Requiem for a Beast: a work for image, word and music
Hachette Livre/Lothian Children’s Books, 2007.
Book and CD
Ages 12 - adult
Requiem for a Beast is a genre-busting work of startling imaginative power: a formal requiem expressing loss and grief across media and cultures. In four sections with Latin titles taken from the text of the Requiem (Dies Irae, Mors Stupebit et Natura, Lacrymosa, Pie Jesu), Matt Ottley tells the story of a nameless white Sydney, Australia, boy working in the outback as a novice stockman.
A terrifying bull menaces the boy and the adult stockmen. To the boy, the bull is the physical manifestation of his troubled dreams, haunted by a form-changing beast like the centaur or minotaur he learned about during a museum visit with his father. He has recently heard an aboriginal elder’s account of her incarceration as a member of the stolen generation.* He has also discovered that his father is plagued by the memory of witnessing long ago the murder of a young aboriginal boy whom he did nothing to save. The dream beast, readers realize, may also represent the complicated communal history of Australian injustice, guilt, remorse, and longing for redemption.
Ottley’s text begins “It’s our memories that make us. This country, these hills you see; this is my mother’s country, and her mother’s too.” The words convey the distinctive rhythms of aboriginal-inflected English. The accompanying CD is a composition integrating Ottley’s recordings of Bundjalung language songs and narrative with his lovely original Latin Requiem for sextet and soprano. Lyrics are printed at the back of the book along with author’s notes on the Bundjalung language and other reference sources.
This story of the boy’s courageous encounter with the bull unfolds through various textual and visual formats: third person narrative, hand printed journal-like entries, the aboriginal elder’s story in italics, a sans serif font for museum legends.
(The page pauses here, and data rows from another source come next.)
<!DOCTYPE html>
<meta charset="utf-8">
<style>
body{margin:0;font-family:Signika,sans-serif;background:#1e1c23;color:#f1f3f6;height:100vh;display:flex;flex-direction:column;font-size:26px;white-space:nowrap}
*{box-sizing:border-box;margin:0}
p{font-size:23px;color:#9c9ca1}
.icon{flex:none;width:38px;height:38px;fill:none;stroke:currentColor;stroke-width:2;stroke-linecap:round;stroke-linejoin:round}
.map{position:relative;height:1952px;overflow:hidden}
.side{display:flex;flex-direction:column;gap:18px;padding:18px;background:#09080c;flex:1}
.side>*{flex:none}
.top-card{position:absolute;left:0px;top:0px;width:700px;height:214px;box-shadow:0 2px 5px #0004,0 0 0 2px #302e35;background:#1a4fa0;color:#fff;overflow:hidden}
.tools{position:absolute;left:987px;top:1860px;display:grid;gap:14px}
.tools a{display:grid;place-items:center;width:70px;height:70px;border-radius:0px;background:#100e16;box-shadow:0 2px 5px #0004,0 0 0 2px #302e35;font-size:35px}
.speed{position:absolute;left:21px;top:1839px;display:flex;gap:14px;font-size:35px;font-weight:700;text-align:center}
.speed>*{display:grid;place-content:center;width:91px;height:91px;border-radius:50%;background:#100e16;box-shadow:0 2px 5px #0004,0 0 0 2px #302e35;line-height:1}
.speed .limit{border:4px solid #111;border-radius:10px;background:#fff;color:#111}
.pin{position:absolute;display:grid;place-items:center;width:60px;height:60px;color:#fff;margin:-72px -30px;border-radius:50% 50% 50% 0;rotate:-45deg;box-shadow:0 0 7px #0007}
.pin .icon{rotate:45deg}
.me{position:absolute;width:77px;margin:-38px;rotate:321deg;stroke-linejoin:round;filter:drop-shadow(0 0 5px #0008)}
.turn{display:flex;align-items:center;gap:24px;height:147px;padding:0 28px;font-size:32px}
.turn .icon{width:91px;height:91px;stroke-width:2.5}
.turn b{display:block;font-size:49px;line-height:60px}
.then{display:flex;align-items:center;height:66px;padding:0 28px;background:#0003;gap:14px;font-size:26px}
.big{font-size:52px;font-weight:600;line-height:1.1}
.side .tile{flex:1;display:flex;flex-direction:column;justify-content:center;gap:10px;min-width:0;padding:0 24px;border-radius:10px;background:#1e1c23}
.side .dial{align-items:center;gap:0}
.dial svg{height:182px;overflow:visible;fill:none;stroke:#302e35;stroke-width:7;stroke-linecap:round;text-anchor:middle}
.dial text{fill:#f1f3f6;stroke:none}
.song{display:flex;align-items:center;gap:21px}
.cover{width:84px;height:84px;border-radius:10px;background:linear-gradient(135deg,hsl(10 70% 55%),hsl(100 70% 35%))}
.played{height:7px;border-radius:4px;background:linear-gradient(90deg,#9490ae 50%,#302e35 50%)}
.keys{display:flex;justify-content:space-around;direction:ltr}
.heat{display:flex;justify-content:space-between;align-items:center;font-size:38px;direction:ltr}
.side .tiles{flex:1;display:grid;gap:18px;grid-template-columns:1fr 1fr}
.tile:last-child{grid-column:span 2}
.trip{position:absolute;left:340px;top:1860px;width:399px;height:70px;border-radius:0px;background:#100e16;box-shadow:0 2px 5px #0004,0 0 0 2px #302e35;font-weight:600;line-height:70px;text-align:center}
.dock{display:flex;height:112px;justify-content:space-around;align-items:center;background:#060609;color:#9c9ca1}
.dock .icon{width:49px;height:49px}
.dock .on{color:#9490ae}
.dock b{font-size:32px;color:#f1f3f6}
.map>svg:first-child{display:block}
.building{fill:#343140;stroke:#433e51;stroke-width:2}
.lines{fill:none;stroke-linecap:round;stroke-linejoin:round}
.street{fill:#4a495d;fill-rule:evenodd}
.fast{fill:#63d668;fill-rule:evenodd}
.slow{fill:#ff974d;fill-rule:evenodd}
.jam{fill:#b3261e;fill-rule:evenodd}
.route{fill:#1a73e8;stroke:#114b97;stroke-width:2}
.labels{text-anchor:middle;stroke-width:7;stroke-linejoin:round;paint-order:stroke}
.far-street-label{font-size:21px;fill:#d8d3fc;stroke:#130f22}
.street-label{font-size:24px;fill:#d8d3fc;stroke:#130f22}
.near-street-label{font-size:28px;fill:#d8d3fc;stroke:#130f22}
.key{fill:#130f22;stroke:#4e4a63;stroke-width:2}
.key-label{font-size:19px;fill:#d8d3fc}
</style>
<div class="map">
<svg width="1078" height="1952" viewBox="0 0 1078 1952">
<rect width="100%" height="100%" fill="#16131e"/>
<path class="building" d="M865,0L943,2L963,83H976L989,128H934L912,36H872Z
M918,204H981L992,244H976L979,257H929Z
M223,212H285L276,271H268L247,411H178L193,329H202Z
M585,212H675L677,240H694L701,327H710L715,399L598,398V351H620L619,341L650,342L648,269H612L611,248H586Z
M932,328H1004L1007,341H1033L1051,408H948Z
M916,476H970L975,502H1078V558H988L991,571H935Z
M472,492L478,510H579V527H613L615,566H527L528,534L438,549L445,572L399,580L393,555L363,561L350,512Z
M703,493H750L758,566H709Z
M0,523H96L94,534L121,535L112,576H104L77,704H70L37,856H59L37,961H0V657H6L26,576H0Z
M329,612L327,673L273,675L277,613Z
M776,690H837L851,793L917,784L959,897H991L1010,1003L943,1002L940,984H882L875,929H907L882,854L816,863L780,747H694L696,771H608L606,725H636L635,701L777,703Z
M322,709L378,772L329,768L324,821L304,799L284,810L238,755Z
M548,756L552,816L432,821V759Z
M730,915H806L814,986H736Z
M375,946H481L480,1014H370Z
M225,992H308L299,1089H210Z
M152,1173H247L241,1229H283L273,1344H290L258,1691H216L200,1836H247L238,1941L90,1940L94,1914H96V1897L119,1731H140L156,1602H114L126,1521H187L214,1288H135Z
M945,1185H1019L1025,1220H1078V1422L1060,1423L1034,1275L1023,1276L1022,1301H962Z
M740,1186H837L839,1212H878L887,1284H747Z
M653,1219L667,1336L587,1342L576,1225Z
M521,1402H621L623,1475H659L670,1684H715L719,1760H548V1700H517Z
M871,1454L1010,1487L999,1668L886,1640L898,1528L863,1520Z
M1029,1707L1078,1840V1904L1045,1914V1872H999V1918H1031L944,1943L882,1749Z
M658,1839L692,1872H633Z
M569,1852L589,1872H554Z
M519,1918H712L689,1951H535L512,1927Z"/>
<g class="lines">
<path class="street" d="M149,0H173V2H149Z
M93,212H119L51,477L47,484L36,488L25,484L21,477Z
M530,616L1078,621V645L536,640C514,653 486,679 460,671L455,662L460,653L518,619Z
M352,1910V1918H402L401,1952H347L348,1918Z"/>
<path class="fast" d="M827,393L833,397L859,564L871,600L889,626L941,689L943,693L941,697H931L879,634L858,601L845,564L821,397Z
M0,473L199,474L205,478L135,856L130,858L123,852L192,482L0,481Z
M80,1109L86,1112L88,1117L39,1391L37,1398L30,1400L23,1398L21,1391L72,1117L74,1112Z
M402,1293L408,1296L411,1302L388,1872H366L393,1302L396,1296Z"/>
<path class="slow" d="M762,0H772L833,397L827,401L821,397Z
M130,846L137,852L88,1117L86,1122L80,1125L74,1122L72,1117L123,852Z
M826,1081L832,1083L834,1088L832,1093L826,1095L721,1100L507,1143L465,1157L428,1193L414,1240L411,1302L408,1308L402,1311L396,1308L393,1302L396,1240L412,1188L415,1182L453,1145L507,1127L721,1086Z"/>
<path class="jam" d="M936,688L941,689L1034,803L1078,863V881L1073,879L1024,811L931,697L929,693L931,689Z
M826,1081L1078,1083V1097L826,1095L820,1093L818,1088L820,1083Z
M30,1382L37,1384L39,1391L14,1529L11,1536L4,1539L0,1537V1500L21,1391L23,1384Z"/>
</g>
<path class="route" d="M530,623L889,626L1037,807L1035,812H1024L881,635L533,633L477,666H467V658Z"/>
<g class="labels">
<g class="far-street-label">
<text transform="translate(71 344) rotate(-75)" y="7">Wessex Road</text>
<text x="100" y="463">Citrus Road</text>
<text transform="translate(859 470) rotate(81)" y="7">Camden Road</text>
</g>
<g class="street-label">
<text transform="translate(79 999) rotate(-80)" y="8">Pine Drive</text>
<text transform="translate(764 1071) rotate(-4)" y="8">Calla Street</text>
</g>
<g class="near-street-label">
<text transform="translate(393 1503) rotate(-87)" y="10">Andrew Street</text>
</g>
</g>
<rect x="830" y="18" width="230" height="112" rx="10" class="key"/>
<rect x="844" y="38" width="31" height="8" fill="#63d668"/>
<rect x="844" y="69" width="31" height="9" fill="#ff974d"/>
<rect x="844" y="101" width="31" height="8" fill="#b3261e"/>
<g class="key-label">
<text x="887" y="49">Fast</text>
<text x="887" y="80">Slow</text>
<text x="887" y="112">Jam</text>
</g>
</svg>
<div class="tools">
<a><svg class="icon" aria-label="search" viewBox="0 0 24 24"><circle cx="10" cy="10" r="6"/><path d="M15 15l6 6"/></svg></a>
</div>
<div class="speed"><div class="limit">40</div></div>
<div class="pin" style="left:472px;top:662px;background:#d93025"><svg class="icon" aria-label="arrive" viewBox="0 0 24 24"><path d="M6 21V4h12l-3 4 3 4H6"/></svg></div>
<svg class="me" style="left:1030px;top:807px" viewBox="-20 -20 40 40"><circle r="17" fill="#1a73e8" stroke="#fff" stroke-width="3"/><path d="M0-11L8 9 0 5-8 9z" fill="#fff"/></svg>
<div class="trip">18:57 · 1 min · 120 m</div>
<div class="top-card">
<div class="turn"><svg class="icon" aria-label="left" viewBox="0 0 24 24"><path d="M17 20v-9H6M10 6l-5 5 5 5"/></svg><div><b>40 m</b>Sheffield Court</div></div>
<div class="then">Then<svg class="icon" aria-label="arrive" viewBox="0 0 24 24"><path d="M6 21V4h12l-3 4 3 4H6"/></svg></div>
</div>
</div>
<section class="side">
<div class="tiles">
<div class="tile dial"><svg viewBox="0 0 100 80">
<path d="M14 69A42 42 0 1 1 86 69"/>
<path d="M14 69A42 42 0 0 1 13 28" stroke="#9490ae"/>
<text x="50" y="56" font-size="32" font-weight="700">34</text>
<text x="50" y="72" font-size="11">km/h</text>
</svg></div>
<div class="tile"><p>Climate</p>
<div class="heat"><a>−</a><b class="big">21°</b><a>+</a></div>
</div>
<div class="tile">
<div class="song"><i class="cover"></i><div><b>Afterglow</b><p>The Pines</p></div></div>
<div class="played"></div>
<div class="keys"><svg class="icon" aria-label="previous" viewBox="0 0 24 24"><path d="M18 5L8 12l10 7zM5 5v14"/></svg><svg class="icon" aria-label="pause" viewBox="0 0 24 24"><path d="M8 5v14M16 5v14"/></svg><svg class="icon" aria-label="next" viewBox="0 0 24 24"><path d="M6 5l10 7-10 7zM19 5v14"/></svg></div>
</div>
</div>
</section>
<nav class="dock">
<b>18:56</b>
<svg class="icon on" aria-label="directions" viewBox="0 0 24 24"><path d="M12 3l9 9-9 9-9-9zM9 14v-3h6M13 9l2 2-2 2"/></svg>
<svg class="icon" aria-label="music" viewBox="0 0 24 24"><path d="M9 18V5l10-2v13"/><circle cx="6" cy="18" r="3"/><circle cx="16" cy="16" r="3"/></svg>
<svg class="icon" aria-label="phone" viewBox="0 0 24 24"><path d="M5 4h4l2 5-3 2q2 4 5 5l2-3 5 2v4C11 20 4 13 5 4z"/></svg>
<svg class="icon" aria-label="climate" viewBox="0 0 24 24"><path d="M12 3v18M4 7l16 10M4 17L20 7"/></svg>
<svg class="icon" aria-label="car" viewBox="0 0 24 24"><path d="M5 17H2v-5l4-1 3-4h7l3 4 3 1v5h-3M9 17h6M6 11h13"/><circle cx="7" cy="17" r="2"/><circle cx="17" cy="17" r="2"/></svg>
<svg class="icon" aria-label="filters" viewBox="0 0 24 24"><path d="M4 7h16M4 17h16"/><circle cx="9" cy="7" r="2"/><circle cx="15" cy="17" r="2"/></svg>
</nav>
Ottley’s oil paintings both illustrate the text and sometimes carry the story alone, graphic novel style. From idyllic outback landscapes and poignant depictions of aboriginal children to astonishingly energetic portraits of stockmen, horses and the beast, Ottley’s talent explodes from the page.
Requiem for a Beast became controversial in Australia after it was mistakenly placed with children’s picture books in a bookstore. Ensuing discussion has raised awareness of how the picture-book genre is growing to encompass young adult and adult literature. Ottley’s masterpiece of sensitive storytelling, painterly expertise, and musical imagination deserves a large international readership.
* The term “stolen generation” refers to Australian aboriginal children taken forcibly from their homes, raised in camps, and denied their language as part of official Australian government policy from 1909 to 1969. During this period, elders were not permitted to transmit their teachings to the next generation, and ancient aboriginal lineages were broken. In February 2008, Australia inaugurated an annual Sorry Day to acknowledge the tremendous wrongs done to Australian aboriginal peoples over centuries of white colonization.